WHAT IS NEEDED
Exactly the lines below from the one with "11 485 37 466" up to and including the one with "69 1002 101" make up the answer, with nothing else added.

Stored data
------------------------
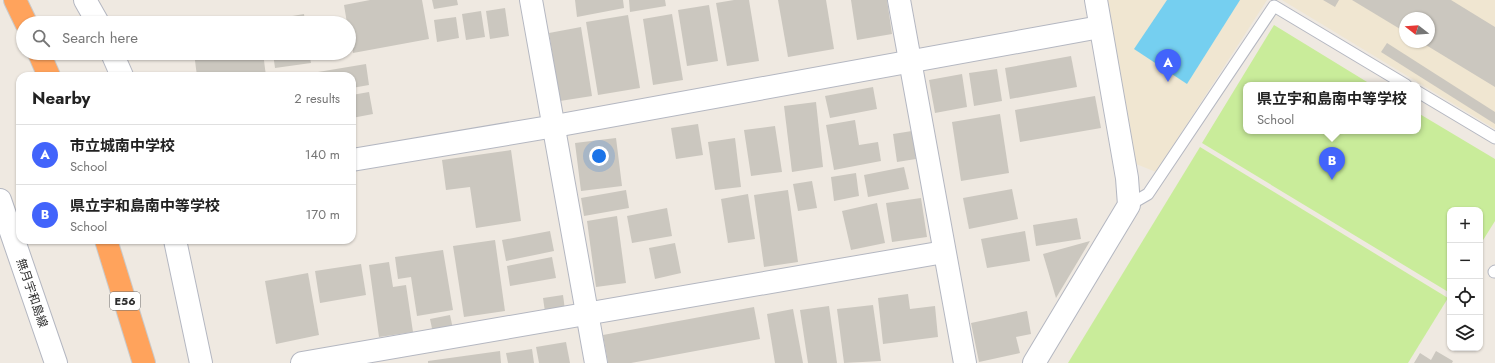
<!DOCTYPE html>
<meta charset="utf-8">
<style>
:root{--surface:#fff;--page:#f2f2f2;--text:#222;--muted:#767676;--line:#e0e0e0;--accent:#4264fb}
body{margin:0;font-family:Jost,"Noto Sans JP",sans-serif;background:var(--page);color:var(--text)}
.controls{position:absolute;right:12px;bottom:12px;display:grid;overflow:hidden;border-radius:8px;box-shadow:0 1px 3px #0004}
.controls button{width:36px;height:36px;display:grid;place-items:center;padding:0;border:0;border-bottom:1px solid var(--line);background:var(--surface);color:var(--text);font:20px sans-serif}
.compass{position:absolute;left:1399px;top:12px;width:36px;height:36px;border-radius:50%;background:var(--surface);box-shadow:0 1px 3px #0004;rotate:287deg}
.you{position:absolute;left:599px;top:156px;width:14px;height:14px;margin:-10px;border:3px solid #fff;border-radius:50%;background:#1a73e8;box-shadow:0 0 0 6px #1a73e833}
.badge{display:grid;place-items:center;width:26px;height:26px;border-radius:50%;background:var(--accent);color:#fff;font-size:13px;font-weight:700}
.pin{position:absolute;translate:-50% -33px;filter:drop-shadow(0 1px 2px #0008)}
.pin::after{content:'';position:absolute;top:21px;width:14px;height:12px;background:inherit;clip-path:polygon(0 0,100% 0,50% 100%)}
.popup{position:absolute;left:1243px;top:82px;width:178px;height:52px;box-sizing:border-box;display:grid;place-content:center;border-radius:8px;background:var(--surface);filter:drop-shadow(0 1px 3px #0005);font-size:13px;white-space:nowrap;color:var(--muted)}
.popup b{font-size:15px;color:var(--text)}
.popup::after{content:'';position:absolute;left:50%;top:100%;margin-left:-8px;border:8px solid transparent;border-top-color:var(--surface)}
.list{margin:0;padding:0;list-style:none}
h2{display:flex;justify-content:space-between;align-items:center;height:52px;margin:0;padding:0 16px;font-size:17px}
h2 small{font-size:13px;font-weight:400;color:var(--muted)}
.list li{display:grid;grid-template-columns:26px 1fr auto;gap:12px;align-items:center;box-sizing:border-box;height:60px;padding:0 16px;border-top:1px solid var(--line)}
.list b{display:block;font-size:15px;white-space:nowrap}
.list p{margin:0;font-size:13px;white-space:nowrap;color:var(--muted)}
.list em{font-size:13px;font-style:normal;color:var(--muted)}
.icon{flex:none;width:22px;height:22px;fill:none;stroke:currentColor;stroke-width:2;stroke-linecap:round;stroke-linejoin:round}
.map{position:relative;flex:none;width:1495px;height:363px;overflow:hidden}
.search{position:absolute;background:var(--surface);box-shadow:0 1px 3px #0004;left:16px;top:16px;width:340px;height:44px;display:flex;align-items:center;gap:10px;box-sizing:border-box;padding:0 14px;border-radius:22px;color:var(--muted);font-size:15px}
.panel{position:absolute;background:var(--surface);box-shadow:0 1px 3px #0004;left:16px;top:72px;width:340px;height:172px;border-radius:12px}
.map>svg:first-child{display:block}
</style>
<div class="map">
<svg width="1495" height="363" viewBox="0 0 1495 363">
<rect width="100%" height="100%" fill="#efe9e1"/>
<g fill="#f0e6d1" fill-rule="evenodd">
<path d="M1108 0H1267L1156 172 1136 164Z"/>
<path d="M1282 0H1495V129ZM1405 18H1429V42H1405Z"/>
</g>
<g fill="#c9ec9a">
<path d="M1274 25 1372 85H1246V131H1418V113L1495 159V221L1480 245V210H1450V293L1202 143Z"/>
<path d="M1200 147 1448 298 1408 363H1068Z"/>
</g>
<path fill="#75cff0" d="M1167 0H1240L1187 84 1134 49Z"/>
<g fill="#cbc7bf">
<path d="M370 0H422L429 39 353 53 349 23H347L344 5Z"/>
<path d="M432 0H457L458 5 434 9Z"/>
<path d="M575 0H623L624 8 577 17Z"/>
<path d="M629 0H665L666 6 630 12Z"/>
<path d="M734 0H749L759 61 727 66 716 3Z"/>
<path d="M778 0H826L834 49 788 57Z"/>
<path d="M851 0H887L892 34 857 40Z"/>
<path d="M1323 0H1339L1335 7Z"/>
<path d="M1352 0H1451L1495 27V87L1421 42H1429V18H1405V32Z"/>
<path d="M709 5 718 61 687 66 678 10Z"/>
<path d="M505 8 509 36 490 39 486 11Z"/>
<path d="M481 11 485 37 466 40 462 14Z"/>
<path d="M304 14 305 23H269V20Z"/>
<path d="M672 14 683 80 653 85 643 19Z"/>
<path d="M628 15 640 88 598 95 586 22Z"/>
<path d="M456 17 459 38 437 42 434 20Z"/>
<path d="M211 18 212 23H190L189 21Z"/>
<path d="M581 27 592 96 560 101 549 33Z"/>
<path d="M1387 43 1495 112V124L1381 52Z"/>
<path d="M194 53H263L266 76H197Z"/>
<path d="M273 53H309L311 63 275 68Z"/>
<path d="M1071 56 1077 87 1010 99 1005 68Z"/>
<path d="M366 64 369 85 352 88V76H319L318 72Z"/>
<path d="M997 69 1002 101 974 106 969 73Z"/>
<path d="M962 74 967 107 935 113 929 80Z"/>
<path d="M873 87 877 109 830 118 825 96Z"/>
<path d="M369 92 373 114 352 118V95Z"/>
<path d="M1095 96 1101 128 1020 142 1015 110Z"/>
<path d="M816 102 823 167 792 172 784 106Z"/>
<path d="M1000 114 1009 173 961 181 952 122Z"/>
<path d="M855 120 859 145 878 142 881 161 834 170 826 125Z"/>
<path d="M698 124 703 155 676 159 671 128Z"/>
<path d="M775 126 782 172 751 176 744 130Z"/>
<path d="M912 131 916 159 897 162 893 134Z"/>
<path d="M616 138 622 186 581 191 575 143Z"/>
<path d="M735 138 741 187 715 190 708 142Z"/>
<path d="M511 150 521 221 476 228 470 187 446 190 442 160Z"/>
<path d="M904 167 909 189 868 197 864 175Z"/>
<path d="M856 173 859 196 834 201 831 177Z"/>
<path d="M812 181 817 208 798 211 793 184Z"/>
<path d="M1012 189 1018 219 969 229 963 198Z"/>
<path d="M626 190 629 208 584 216 581 198Z"/>
<path d="M788 190 798 262 764 267 754 195Z"/>
<path d="M748 194 755 239 728 243 721 199Z"/>
<path d="M921 198 927 237 892 242 886 203Z"/>
<path d="M877 203 885 243 851 250 842 211Z"/>
<path d="M667 208 672 236 632 243 627 216Z"/>
<path d="M617 216 626 283 596 287 587 221Z"/>
<path d="M1077 218 1081 239 1036 246 1033 225Z"/>
<path d="M550 231 554 251 506 261 502 240Z"/>
<path d="M1025 231 1030 261 987 268 981 239Z"/>
<path d="M495 240 505 311 464 317 453 246Z"/>
<path d="M1090 241 1056 298 1043 254Z"/>
<path d="M675 243 681 273 655 279 649 248Z"/>
<path d="M443 250 453 310 417 316 411 277 398 279 395 257Z"/>
<path d="M552 257 556 278 510 286 507 266Z"/>
<path d="M389 262 393 287 406 285 413 332 379 337 369 265Z"/>
<path d="M361 264 366 295 320 303 315 271Z"/>
<path d="M308 273 319 335 276 344 265 281Z"/>
<path d="M908 294 910 309 935 306 938 337 883 344 878 298Z"/>
<path d="M563 295 565 310 545 312 543 298Z"/>
<path d="M873 305 881 361 844 363 837 309Z"/>
<path d="M829 306 837 363H808L800 310Z"/>
<path d="M754 307 760 339 631 363H608L603 335Z"/>
<path d="M793 309 803 363H775L767 314Z"/>
<path d="M1027 311 1031 334 1016 337 1020 353 979 362 971 323Z"/>
<path d="M450 315 453 329 433 333 430 319Z"/>
<path d="M566 342 570 363H539L536 347Z"/>
<path d="M532 349 534 363H508L506 353Z"/>
<path d="M500 351 501 363H428V361Z"/>
<path d="M1436 351 1453 361 1452 363H1414L1420 353 1431 360Z"/>
</g>
<g fill="none" stroke-linecap="round" stroke-linejoin="round">
<defs>
<g id="lane">
<path d="M1418 92 1495 138"/>
<path d="M1129 205 1148 194 1274 6 1406 85"/>
<path d="M1494 272 1495 271"/>
</g>
<g id="street">
<path d="M531 0 596 363"/>
<path d="M899 0 965 363"/>
<path d="M352 160 555 126 1100 27"/>
<path d="M302 363 944 252"/>
<path d="M1034 363 1129 205 1127 178 1096 0"/>
</g>
<g id="secondary">
<path d="M85 0 98 23"/>
<path d="M112 53 122 76"/>
<path d="M0 200 56 363"/>
<path d="M175 240 201 363"/>
</g>
<g id="highway">
<path d="M15 0 26 23"/>
<path d="M39 53 49 76"/>
<path d="M106 240 144 363"/>
</g>
</defs>
<use href="#lane" stroke="#b4b7c1" stroke-width="13"/>
<use href="#street" stroke="#b4b7c1" stroke-width="24"/>
<use href="#secondary" stroke="#b4b7c1" stroke-width="24"/>
<use href="#highway" stroke="#c9c9c9" stroke-width="24"/>
<use href="#lane" stroke="#fff" stroke-width="11"/>
<use href="#street" stroke="#fff" stroke-width="22"/>
<use href="#secondary" stroke="#fff" stroke-width="22"/>
<use href="#highway" stroke="#ffa35c" stroke-width="22"/>
</g>
<g text-anchor="middle" dominant-baseline="central" stroke-width="3" stroke-linejoin="round" paint-order="stroke">
<rect fill="#fff" stroke="#6d6d6d" stroke-width="1" x="110" y="292" width="30" height="18" rx="3"/>
<g font-size="11" font-weight="bold" fill="#2e2e2e">
<text x="125" y="301">E56</text>
</g>
<g font-size="12" fill="#2e2e2e" stroke="#fff">
<text transform="translate(32 293) rotate(71)">無月宇和島線</text>
</g>
</g>
</svg>
<div class="controls">
<button>+</button>
<button>−</button>
<button><svg class="icon" aria-label="locate" viewBox="0 0 24 24"><circle cx="12" cy="12" r="6"/><path d="M12 2v4M12 18v4M2 12h4M18 12h4"/></svg></button>
<button><svg class="icon" aria-label="layers" viewBox="0 0 24 24"><path d="M12 4l9 5-9 5-9-5zM3 14l9 5 9-5"/></svg></button>
</div>
<svg class="compass" viewBox="-18 -18 36 36"><path d="M0-13l5 13h-10z" fill="#e53935"/><path d="M0 13l5-13h-10z" fill="#767676"/></svg>
<div class="you"></div>
<div class="pin badge" style="left:1168px;top:82px">A</div>
<div class="pin badge" style="left:1332px;top:180px">B</div>
<div class="popup"><b>県立宇和島南中等学校</b>School</div>
<div class="search"><svg class="icon" aria-label="search" viewBox="0 0 24 24"><circle cx="10" cy="10" r="6"/><path d="M15 15l6 6"/></svg>Search here</div>
<section class="panel">
<h2>Nearby<small>2 results</small></h2>
<ul class="list">
<li><span class="badge">A</span><div><b>市立城南中学校</b><p>School</p></div><em>140 m</em></li>
<li><span class="badge">B</span><div><b>県立宇和島南中等学校</b><p>School</p></div><em>170 m</em></li>
</ul>
</section>
</div>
------------------------
WRITTEN RESPONSE
<path d="M481 11 485 37 466 40 462 14Z"/>
<path d="M304 14 305 23H269V20Z"/>
<path d="M672 14 683 80 653 85 643 19Z"/>
<path d="M628 15 640 88 598 95 586 22Z"/>
<path d="M456 17 459 38 437 42 434 20Z"/>
<path d="M211 18 212 23H190L189 21Z"/>
<path d="M581 27 592 96 560 101 549 33Z"/>
<path d="M1387 43 1495 112V124L1381 52Z"/>
<path d="M194 53H263L266 76H197Z"/>
<path d="M273 53H309L311 63 275 68Z"/>
<path d="M1071 56 1077 87 1010 99 1005 68Z"/>
<path d="M366 64 369 85 352 88V76H319L318 72Z"/>
<path d="M997 69 1002 101 974 106 969 73Z"/>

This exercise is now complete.